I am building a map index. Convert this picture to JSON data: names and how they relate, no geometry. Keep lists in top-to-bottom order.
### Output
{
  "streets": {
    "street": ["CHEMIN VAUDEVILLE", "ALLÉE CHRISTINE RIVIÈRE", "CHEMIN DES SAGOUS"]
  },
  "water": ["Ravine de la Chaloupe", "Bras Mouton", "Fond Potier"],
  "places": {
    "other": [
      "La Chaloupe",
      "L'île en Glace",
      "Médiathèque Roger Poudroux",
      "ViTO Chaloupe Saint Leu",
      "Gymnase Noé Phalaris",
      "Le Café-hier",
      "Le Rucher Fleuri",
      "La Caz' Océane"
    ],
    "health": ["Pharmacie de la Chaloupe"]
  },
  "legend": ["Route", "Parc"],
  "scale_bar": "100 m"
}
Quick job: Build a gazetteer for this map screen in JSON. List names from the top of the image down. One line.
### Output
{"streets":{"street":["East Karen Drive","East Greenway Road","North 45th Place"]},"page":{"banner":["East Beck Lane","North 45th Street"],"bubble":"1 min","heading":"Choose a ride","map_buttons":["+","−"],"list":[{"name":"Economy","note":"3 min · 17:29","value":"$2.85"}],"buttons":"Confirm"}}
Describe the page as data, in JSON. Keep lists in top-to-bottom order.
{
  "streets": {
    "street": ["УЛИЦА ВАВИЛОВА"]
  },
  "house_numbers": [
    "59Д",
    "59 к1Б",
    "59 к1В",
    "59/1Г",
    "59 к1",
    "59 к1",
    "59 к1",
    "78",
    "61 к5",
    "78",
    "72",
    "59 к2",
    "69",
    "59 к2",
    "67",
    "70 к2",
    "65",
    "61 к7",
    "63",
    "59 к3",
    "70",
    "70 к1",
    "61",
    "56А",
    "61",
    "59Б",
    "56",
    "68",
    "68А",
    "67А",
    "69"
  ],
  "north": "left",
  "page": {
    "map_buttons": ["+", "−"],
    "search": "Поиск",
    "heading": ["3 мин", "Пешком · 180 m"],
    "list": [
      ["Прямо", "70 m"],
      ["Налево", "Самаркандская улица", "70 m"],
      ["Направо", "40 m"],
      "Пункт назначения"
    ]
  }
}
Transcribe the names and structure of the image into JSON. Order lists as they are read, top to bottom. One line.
◆ ◆ ◆ ◆
■ Exercise objective
All of the records go in your answer, copied exactly.

■ Exercise answer
I am building a map index. Convert this picture to JSON data: names and how they relate, no geometry. Keep lists in top-to-bottom order.
### Output
{
  "streets": {
    "street": ["CHEMIN VAUDEVILLE", "ALLÉE CHRISTINE RIVIÈRE", "CHEMIN DES SAGOUS"]
  },
  "water": ["Ravine de la Chaloupe", "Bras Mouton", "Fond Potier"],
  "places": {
    "other": [
      "La Chaloupe",
      "L'île en Glace",
      "Médiathèque Roger Poudroux",
      "ViTO Chaloupe Saint Leu",
      "Gymnase Noé Phalaris",
      "Le Café-hier",
      "Le Rucher Fleuri",
      "La Caz' Océane"
    ],
    "health": ["Pharmacie de la Chaloupe"]
  },
  "legend": ["Route", "Parc"],
  "scale_bar": "100 m"
}
Quick job: Build a gazetteer for this map screen in JSON. List names from the top of the image down. One line.
### Output
{"streets":{"street":["East Karen Drive","East Greenway Road","North 45th Place"]},"page":{"banner":["East Beck Lane","North 45th Street"],"bubble":"1 min","heading":"Choose a ride","map_buttons":["+","−"],"list":[{"name":"Economy","note":"3 min · 17:29","value":"$2.85"}],"buttons":"Confirm"}}
Describe the page as data, in JSON. Keep lists in top-to-bottom order.
{
  "streets": {
    "street": ["УЛИЦА ВАВИЛОВА"]
  },
  "house_numbers": [
    "59Д",
    "59 к1Б",
    "59 к1В",
    "59/1Г",
    "59 к1",
    "59 к1",
    "59 к1",
    "78",
    "61 к5",
    "78",
    "72",
    "59 к2",
    "69",
    "59 к2",
    "67",
    "70 к2",
    "65",
    "61 к7",
    "63",
    "59 к3",
    "70",
    "70 к1",
    "61",
    "56А",
    "61",
    "59Б",
    "56",
    "68",
    "68А",
    "67А",
    "69"
  ],
  "north": "left",
  "page": {
    "map_buttons": ["+", "−"],
    "search": "Поиск",
    "heading": ["3 мин", "Пешком · 180 m"],
    "list": [
      ["Прямо", "70 m"],
      ["Налево", "Самаркандская улица", "70 m"],
      ["Направо", "40 m"],
      "Пункт назначения"
    ]
  }
}
Transcribe the names and structure of the image into JSON. Order lists as they are read, top to bottom. One line.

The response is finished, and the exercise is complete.